Task statement: Using the records provided below, locate and copy each line that contains the word "linecap".

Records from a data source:
*-*-*
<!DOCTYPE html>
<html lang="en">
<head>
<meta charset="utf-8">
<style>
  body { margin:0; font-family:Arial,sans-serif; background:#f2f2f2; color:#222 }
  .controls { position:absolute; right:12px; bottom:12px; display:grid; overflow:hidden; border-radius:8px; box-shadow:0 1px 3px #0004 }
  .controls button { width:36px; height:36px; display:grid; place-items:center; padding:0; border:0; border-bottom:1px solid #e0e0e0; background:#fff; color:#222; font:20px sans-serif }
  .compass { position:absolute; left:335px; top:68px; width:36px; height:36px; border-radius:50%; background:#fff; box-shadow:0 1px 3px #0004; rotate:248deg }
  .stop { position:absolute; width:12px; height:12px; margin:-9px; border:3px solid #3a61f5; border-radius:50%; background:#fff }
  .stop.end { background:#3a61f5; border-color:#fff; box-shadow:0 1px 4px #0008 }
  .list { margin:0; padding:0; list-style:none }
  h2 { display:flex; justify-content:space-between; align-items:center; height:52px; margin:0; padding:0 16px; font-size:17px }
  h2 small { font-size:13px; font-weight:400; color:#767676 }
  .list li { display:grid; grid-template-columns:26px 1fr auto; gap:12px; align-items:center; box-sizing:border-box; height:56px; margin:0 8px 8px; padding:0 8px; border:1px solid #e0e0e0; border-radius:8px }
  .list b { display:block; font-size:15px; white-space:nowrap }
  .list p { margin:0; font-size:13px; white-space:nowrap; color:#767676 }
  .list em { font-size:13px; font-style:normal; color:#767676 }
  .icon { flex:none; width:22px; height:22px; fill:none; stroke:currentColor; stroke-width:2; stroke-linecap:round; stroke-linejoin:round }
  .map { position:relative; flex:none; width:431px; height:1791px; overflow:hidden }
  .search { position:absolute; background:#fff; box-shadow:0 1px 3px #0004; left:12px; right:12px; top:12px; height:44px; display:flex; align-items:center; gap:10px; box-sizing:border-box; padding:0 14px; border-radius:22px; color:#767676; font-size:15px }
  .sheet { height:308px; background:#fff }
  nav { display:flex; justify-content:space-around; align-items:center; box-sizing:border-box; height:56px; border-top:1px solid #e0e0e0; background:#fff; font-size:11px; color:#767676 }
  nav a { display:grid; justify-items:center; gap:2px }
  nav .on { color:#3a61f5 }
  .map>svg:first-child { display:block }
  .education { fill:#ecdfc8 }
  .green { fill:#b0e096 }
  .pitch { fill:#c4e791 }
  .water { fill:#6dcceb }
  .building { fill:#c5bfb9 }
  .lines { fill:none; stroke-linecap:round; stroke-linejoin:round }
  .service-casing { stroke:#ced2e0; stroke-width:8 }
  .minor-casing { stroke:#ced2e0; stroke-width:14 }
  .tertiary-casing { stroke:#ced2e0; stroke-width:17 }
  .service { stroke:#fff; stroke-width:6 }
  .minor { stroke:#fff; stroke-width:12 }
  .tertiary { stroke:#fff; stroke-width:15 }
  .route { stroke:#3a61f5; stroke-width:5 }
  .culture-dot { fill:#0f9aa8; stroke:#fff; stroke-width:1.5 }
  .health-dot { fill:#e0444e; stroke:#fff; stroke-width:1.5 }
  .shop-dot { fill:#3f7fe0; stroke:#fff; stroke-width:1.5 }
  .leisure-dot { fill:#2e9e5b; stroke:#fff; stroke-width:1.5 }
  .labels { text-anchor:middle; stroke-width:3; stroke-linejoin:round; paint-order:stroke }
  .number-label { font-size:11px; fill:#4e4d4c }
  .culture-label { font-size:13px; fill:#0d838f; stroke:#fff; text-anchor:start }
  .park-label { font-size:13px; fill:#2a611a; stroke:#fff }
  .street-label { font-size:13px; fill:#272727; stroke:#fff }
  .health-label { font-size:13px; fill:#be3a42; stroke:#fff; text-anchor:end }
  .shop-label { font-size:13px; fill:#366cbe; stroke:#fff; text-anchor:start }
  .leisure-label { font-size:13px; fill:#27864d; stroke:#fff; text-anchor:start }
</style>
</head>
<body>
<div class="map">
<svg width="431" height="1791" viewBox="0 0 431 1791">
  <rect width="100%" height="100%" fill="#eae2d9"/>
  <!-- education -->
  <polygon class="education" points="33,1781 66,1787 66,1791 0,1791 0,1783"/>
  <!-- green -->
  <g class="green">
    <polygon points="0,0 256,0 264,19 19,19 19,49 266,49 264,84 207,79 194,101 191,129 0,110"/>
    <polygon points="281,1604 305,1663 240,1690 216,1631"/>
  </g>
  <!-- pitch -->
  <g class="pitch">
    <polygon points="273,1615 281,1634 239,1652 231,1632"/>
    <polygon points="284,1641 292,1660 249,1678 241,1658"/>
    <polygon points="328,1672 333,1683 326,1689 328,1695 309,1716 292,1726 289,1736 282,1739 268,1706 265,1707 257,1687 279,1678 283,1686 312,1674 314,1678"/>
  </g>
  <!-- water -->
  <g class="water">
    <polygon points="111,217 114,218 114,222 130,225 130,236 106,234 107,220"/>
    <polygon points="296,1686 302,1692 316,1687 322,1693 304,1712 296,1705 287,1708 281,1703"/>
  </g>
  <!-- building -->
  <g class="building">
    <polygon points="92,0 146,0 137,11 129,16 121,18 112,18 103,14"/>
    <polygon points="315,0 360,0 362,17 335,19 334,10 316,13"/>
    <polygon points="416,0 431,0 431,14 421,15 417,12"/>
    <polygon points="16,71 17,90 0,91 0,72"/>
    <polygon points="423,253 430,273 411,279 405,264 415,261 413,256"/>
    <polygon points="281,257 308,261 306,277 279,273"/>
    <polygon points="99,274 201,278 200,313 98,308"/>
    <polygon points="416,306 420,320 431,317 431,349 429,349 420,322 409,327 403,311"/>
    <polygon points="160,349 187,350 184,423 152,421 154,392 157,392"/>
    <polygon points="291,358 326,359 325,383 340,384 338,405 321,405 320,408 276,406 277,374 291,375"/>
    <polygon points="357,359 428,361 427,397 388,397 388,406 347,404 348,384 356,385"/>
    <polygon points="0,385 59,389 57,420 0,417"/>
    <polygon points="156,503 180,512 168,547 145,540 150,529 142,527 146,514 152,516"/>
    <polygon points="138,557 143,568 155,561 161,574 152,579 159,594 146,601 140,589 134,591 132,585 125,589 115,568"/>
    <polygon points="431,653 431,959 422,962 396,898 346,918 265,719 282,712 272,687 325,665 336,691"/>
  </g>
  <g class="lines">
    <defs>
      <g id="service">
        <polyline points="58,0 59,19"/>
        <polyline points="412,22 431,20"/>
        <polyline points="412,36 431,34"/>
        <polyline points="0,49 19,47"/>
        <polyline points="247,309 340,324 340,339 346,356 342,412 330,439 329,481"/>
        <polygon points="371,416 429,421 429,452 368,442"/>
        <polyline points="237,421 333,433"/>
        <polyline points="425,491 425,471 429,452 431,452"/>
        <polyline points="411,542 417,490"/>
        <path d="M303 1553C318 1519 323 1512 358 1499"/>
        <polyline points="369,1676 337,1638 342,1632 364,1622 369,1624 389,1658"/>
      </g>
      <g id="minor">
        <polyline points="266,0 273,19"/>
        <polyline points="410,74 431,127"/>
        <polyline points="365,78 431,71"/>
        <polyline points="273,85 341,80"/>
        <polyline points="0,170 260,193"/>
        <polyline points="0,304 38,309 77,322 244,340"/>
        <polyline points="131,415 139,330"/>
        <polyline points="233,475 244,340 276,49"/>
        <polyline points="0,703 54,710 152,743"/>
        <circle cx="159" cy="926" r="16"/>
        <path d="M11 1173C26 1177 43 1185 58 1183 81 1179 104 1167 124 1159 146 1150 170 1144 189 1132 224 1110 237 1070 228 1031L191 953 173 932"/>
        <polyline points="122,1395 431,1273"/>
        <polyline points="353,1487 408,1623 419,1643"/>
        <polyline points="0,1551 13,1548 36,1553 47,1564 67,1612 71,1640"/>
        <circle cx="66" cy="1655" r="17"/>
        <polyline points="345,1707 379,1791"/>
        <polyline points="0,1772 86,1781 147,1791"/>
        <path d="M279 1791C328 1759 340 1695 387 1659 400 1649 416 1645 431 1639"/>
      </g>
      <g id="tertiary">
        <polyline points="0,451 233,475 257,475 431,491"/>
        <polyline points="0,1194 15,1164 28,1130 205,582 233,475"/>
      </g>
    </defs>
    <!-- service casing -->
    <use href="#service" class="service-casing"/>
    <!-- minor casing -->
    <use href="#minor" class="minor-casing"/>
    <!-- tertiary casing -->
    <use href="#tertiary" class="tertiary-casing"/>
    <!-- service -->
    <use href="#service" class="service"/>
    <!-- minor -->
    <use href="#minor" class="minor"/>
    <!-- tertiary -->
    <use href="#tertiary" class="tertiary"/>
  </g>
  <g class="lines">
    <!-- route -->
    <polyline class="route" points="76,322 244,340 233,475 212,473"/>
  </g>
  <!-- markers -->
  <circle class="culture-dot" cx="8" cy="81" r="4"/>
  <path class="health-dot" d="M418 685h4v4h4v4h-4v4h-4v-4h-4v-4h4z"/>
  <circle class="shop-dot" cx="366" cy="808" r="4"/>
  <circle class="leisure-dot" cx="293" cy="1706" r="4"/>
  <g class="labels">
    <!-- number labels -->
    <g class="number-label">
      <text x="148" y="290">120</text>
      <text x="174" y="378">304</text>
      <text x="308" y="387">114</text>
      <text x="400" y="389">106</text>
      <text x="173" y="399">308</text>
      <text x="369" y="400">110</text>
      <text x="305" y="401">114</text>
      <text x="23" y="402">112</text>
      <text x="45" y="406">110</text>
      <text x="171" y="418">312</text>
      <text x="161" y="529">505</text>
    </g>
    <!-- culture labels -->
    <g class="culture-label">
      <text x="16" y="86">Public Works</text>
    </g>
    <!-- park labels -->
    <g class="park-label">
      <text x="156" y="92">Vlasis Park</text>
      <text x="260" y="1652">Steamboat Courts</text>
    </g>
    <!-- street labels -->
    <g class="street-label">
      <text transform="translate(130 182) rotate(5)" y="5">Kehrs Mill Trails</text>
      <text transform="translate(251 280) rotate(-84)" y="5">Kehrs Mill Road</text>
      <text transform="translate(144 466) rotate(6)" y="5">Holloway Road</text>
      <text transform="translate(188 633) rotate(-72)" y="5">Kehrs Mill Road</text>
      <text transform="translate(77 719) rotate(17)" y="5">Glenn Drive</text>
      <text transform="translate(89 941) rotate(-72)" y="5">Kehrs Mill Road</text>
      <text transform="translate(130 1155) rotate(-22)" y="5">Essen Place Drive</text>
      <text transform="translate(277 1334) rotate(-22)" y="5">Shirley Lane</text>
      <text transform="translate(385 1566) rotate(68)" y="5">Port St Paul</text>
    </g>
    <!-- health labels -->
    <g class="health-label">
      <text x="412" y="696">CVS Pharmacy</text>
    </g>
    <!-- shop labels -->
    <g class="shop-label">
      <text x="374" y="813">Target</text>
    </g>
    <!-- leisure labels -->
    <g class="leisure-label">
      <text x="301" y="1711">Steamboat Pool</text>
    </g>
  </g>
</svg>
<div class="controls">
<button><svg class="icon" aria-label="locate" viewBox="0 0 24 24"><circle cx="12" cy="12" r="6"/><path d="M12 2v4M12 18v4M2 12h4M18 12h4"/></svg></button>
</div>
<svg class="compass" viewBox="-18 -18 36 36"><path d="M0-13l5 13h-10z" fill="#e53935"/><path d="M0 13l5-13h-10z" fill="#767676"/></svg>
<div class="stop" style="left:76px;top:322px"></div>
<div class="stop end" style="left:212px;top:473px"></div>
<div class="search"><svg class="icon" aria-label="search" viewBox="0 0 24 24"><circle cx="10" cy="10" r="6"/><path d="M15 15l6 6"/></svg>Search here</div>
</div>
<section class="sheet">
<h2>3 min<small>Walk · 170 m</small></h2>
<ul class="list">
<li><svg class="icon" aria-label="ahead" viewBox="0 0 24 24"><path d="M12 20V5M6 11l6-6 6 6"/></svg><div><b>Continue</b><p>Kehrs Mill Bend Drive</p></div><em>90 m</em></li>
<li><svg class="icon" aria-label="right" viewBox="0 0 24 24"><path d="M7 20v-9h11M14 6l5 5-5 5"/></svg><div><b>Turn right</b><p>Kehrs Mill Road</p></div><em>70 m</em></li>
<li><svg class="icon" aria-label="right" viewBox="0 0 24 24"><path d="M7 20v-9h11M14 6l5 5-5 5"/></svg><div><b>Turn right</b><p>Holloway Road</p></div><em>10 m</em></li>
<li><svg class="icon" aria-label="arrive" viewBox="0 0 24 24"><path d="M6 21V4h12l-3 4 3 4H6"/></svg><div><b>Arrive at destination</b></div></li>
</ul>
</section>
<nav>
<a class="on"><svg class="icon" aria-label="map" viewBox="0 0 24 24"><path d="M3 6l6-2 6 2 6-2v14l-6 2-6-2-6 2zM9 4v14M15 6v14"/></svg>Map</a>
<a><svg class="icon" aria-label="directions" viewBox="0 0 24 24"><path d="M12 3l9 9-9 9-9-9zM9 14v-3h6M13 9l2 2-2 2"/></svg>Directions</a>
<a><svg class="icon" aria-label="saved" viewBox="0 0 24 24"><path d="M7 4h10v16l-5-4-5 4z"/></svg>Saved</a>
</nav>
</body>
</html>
*-*-*
Result of this exercise:
  .icon { flex:none; width:22px; height:22px; fill:none; stroke:currentColor; stroke-width:2; stroke-linecap:round; stroke-linejoin:round }
  .lines { fill:none; stroke-linecap:round; stroke-linejoin:round }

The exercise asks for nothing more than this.